Heartbeats API Integration

1. Prerequisites

  • Run ranks using ft_launcher. The command line is mostly compatible with torchrun.

  • Pass the FT config to the ft_launcher.

Note

Some clusters (e.g., SLURM) use SIGTERM as a default method of requesting a graceful workload shutdown. It is recommended to implement appropriate signal handling in a fault-tolerant workload. To avoid deadlocks and other unintended side effects, signal handling should be synchronized across all ranks.

2. FT configuration

Timeouts for fault detection need to be adjusted for each workload:
  • initial_rank_heartbeat_timeout should be long enough to allow for workload initialization.

  • rank_heartbeat_timeout should be at least as long as the longest possible interval between steps.

Importantly, heartbeats are not sent during checkpoint loading and saving, so the time for checkpoint-related operations should be taken into account.

Fixed timeout values can be used throughout the training runs, or timeouts can be calculated based on observed heartbeat intervals. null timeout values are interpreted as infinite timeouts. In such cases, values need to be calculated to make the FT usable.

Note

When –ft-param-initial_rank_heartbeat_timeout and –ft-param-rank_heartbeat_timeout are not provided in the command-line arguments, the launcher defaults to FT’s predefined values. These are not null/None; currently, the defaults are 60 minutes for –ft-param-initial_rank_heartbeat_timeout and 45 minutes for –ft-param-rank_heartbeat_timeout.

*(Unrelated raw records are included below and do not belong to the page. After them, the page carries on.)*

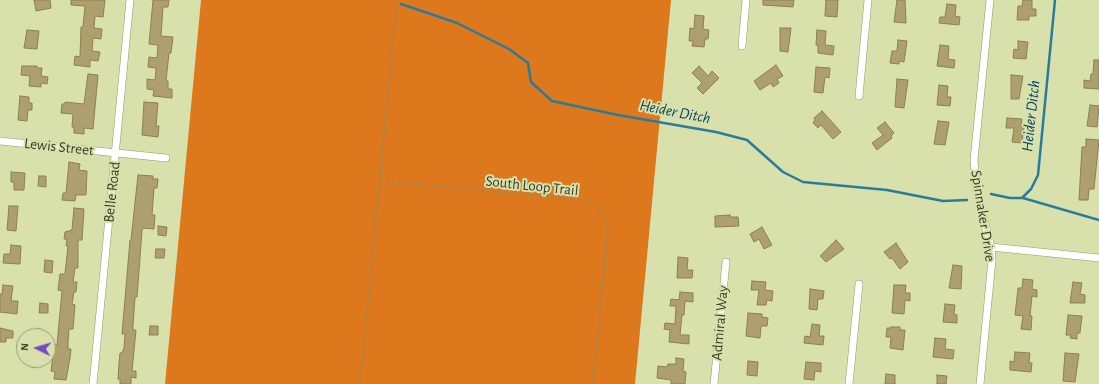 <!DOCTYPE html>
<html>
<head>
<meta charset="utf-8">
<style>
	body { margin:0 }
	#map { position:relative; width:1099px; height:384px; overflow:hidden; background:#d8e0ab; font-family:"Alegreya Sans",sans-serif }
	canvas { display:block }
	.north { position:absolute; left:16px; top:328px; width:40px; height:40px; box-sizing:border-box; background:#d8e0ab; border:1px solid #989e76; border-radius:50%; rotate:275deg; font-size:11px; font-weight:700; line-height:16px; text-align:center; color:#393c27 }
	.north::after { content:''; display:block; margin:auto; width:14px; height:18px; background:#744bc4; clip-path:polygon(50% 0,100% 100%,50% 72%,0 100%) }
</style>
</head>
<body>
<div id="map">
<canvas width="1099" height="384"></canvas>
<div class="north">N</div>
</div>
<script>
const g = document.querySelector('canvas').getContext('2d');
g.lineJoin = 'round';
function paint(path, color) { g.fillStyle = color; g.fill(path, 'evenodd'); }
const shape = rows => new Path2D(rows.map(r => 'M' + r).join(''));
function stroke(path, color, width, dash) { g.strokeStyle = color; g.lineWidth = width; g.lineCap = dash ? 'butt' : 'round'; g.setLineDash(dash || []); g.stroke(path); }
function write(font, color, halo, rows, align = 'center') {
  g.font = font + ' "Alegreya Sans",sans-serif'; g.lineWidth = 4; g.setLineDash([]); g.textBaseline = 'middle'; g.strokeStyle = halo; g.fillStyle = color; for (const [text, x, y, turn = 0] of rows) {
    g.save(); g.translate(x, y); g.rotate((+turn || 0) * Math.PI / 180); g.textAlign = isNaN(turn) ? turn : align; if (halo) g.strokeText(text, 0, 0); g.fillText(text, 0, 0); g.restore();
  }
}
paint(shape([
	[201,0,671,0,635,384,165,384]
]), '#de781d');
stroke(shape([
	[401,4,457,23,509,49,528,63,531,82,552,101,618,115,716,132,747,140,783,172,803,182,887,190,943,201,967,200],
	[991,194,1010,198,1022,198,1031,189,1038,175,1055,0],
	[1023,198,1099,220]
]), '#2a7c9b', 2.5);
const building = shape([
	[34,0,50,0,51,8,36,11,34,0],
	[71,0,105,0,103,17,95,16,94,28,102,29,101,39,93,38,92,51,100,52,98,61,90,60,90,67,74,65,75,56,80,57,81,27,83,27,85,6,71,5,71,0],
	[153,0,169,0,168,7,163,7,161,36,173,37,171,53,169,53,166,81,168,81,168,89,172,89,172,98,153,96,154,90,147,89,147,79,155,80,156,68,148,67,149,57,157,58,158,45,149,44,153,0],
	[763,0,794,0,793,7,763,5,763,0],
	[826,0,838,0,837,17,825,16,826,0],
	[897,0,905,0,906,23,894,22,897,0],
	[1023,0,1032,0,1032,9,1036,9,1036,16,1029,16,1029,20,1017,20,1018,6,1022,6,1023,0],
	[947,4,956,5,955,16,960,17,959,25,939,23,940,17,945,17,947,4],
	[695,15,704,16,703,29,709,30,708,39,705,39,704,47,692,46,693,41,689,41,690,28,694,29,695,15],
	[780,28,791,28,788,52,780,51,780,28],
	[27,30,39,31,37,49,24,48,27,30],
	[817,30,826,31,825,45,834,46,833,55,818,53,818,45,816,45,817,30],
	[898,40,907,41,904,62,899,61,899,64,890,63,892,51,897,51,898,40],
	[1018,41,1028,42,1026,59,1013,58,1014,49,1018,50,1018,41],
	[940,45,949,46,948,59,955,60,954,68,937,66,940,45],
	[1094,60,1099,60,1099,89,1084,88,1084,80,1090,81,1091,74,1093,74,1094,60],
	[776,65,783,76,777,79,779,83,773,87,771,83,760,90,754,81,776,65],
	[22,66,37,66,37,68,42,68,41,76,48,77,47,84,41,83,41,87,29,86,30,76,21,75,22,66],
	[699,66,708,76,712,71,719,78,703,94,697,88,702,83,692,73,699,66],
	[816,67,830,68,829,78,825,77,823,93,814,92,816,67],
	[88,74,98,75,93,129,84,128,84,134,74,133,74,127,72,127,73,114,61,113,62,104,65,104,65,102,84,104,88,74],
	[1011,75,1023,76,1019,99,1011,99,1011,75],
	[897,79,908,80,904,108,895,107,897,79],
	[939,85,948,86,947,97,951,97,950,106,937,105,939,85],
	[20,96,29,97,29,103,32,103,32,110,28,110,27,121,18,120,20,96],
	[144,102,158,103,156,126,159,126,158,137,142,135,144,102],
	[1090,105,1099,106,1097,127,1087,126,1090,105],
	[822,111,841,132,833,139,821,125,818,128,813,123,815,120,814,118,822,111],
	[1007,118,1022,119,1021,127,1024,127,1022,143,1012,142,1014,128,1006,128,1007,118],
	[938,121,949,122,945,145,934,144,938,121],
	[885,122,894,133,891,136,892,138,877,150,872,143,883,135,877,128,885,122],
	[1086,139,1099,140,1094,189,1089,189,1088,200,1079,200,1082,147,1086,147,1086,139],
	[69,162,80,164,79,170,87,171,86,195,76,195,75,201,62,200,63,193,66,193,69,162],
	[11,172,25,173,24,190,14,190,14,182,11,182,11,172],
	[138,175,153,176,153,179,158,179,157,188,154,188,152,215,155,215,154,229,143,228,142,231,137,297,135,297,133,325,133,330,136,330,132,371,136,371,136,378,131,377,131,384,120,384,120,379,118,379,119,363,120,353,122,353,124,348,125,334,122,334,130,240,131,240,138,175],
	[39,176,46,176,46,187,38,186,39,176],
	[9,206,18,206,16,231,7,230,9,206],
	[74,208,84,209,82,240,78,240,78,268,75,268,73,282,77,282,76,292,74,292,72,304,75,305,73,329,69,329,68,342,68,349,71,349,70,358,66,380,54,379,55,372,51,371,52,363,54,345,57,345,62,291,58,290,60,274,65,274,68,246,66,246,67,239,64,239,65,232,72,230,74,208],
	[730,215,730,217,738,217,739,226,715,227,715,216,730,215],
	[158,226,167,227,166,236,158,235,158,226],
	[762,227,772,245,764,249,759,239,754,242,750,234,762,227],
	[836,240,844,249,826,262,820,256,836,240],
	[896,243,908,262,900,269,892,258,890,259,884,252,896,243],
	[11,245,21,246,20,264,3,263,4,254,10,254,11,245],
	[156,249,165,249,164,258,155,258,156,249],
	[678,257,688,258,687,270,693,270,692,278,677,278,678,257],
	[45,260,53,261,52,273,44,272,45,260],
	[953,265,962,266,961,289,949,288,953,265],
	[1023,279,1033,280,1032,289,1037,290,1037,297,1032,296,1030,316,1032,316,1031,330,1021,329,1023,316,1015,315,1018,288,1022,288,1023,279],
	[752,281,766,282,765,290,773,291,772,301,767,300,766,305,757,305,759,290,751,290,752,281],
	[1073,282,1082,283,1080,294,1085,295,1085,303,1070,303,1073,282],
	[3,285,13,286,11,301,18,301,17,314,0,312,0,294,2,294,3,285],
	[894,285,906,285,905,293,910,293,910,301,905,300,904,314,892,313,894,285],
	[810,289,824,291,823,299,818,299,817,310,809,309,810,289],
	[680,292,693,293,693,302,685,301,684,315,682,315,680,335,689,335,689,344,669,342,670,330,664,329,665,323,675,324,676,306,670,306,671,299,679,300,680,292],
	[40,303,48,304,48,313,39,313,40,303],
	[945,304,955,305,954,314,957,315,957,323,943,322,945,304],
	[748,313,762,314,762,317,768,318,767,326,761,326,760,338,746,336,748,313],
	[1068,315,1082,316,1080,333,1077,333,1077,339,1070,338,1071,335,1066,335,1068,315],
	[812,324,820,325,819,336,824,336,823,345,804,343,805,336,810,337,812,324],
	[150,326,158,326,158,335,149,335,150,326],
	[891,327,900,327,900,330,905,330,903,350,890,348,891,337,886,337,887,328,891,328,891,327],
	[0,328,13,331,13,338,6,338,6,342,0,342,0,328],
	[935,338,946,339,945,349,954,350,953,359,933,357,935,338],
	[1015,352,1030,353,1029,363,1032,363,1031,372,1010,370,1010,361,1014,362,1015,352],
	[1065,353,1079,354,1075,382,1063,381,1065,353],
	[676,358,684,359,683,371,686,372,685,384,671,384,671,380,657,378,658,366,667,367,668,364,676,364,676,358],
	[748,361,758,362,757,376,747,375,748,361],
	[806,362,821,363,821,372,815,371,814,380,804,379,806,362],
	[886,374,895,375,895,384,885,384,886,374],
	[937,375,947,376,946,384,937,384,937,375]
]);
paint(building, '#aea06e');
stroke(building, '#8d804e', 1);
const minor = shape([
	[742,46,746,0],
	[859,96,868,0],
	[0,141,166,158],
	[991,247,1099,258],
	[93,384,130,0],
	[714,384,726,262],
	[849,384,859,284],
	[980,384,992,260,991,247,977,193,974,160,990,0]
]);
stroke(minor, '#939a68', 8);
stroke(shape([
	[380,181,584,200,595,205,604,216,608,229,593,384],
	[360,384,397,0]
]), '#8a8f6a', 1.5, [3, 3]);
stroke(minor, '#fff', 7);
write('15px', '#393c27', '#d8e0ab', [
	["Lewis Street",59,147,6],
	["South Loop Trail",532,186,6],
	["Belle Road",112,192,-84],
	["Spinnaker Drive",983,216,81],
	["Admiral Way",720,323,-85]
]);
write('italic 16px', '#064561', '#d8e0ab', [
	["Heider Ditch",675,112,11],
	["Heider Ditch",1031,116,-84]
]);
</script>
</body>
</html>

Configuration file example:

1fault_tolerance:
2    initial_rank_heartbeat_timeout: null
3    rank_heartbeat_timeout: null
4    log_level: "DEBUG"

A summary of all FT configuration items can be found in nvidia_resiliency_ext.fault_tolerance.config.FaultToleranceConfig

3. Integration with PyTorch workload code

  1. Initialize a RankMonitorClient instance on each rank with RankMonitorClient.init_workload_monitoring().

  2. (Optional) Restore the state of RankMonitorClient instances using RankMonitorClient.load_state_dict().

  3. Periodically send heartbeats from ranks using RankMonitorClient.send_heartbeat().

  4. (Optional) After a sufficient range of heartbeat intervals has been observed, call RankMonitorClient.calculate_and_set_hb_timeouts() to estimate timeouts.

  5. (Optional) Save the RankMonitorClient instance’s state_dict() to a file so that computed timeouts can be reused in the next run.

  6. Shut down RankMonitorClient instances using RankMonitorClient.shutdown_workload_monitoring().

Please refer to the Heartbeat API usage example with DDP for an implementation example.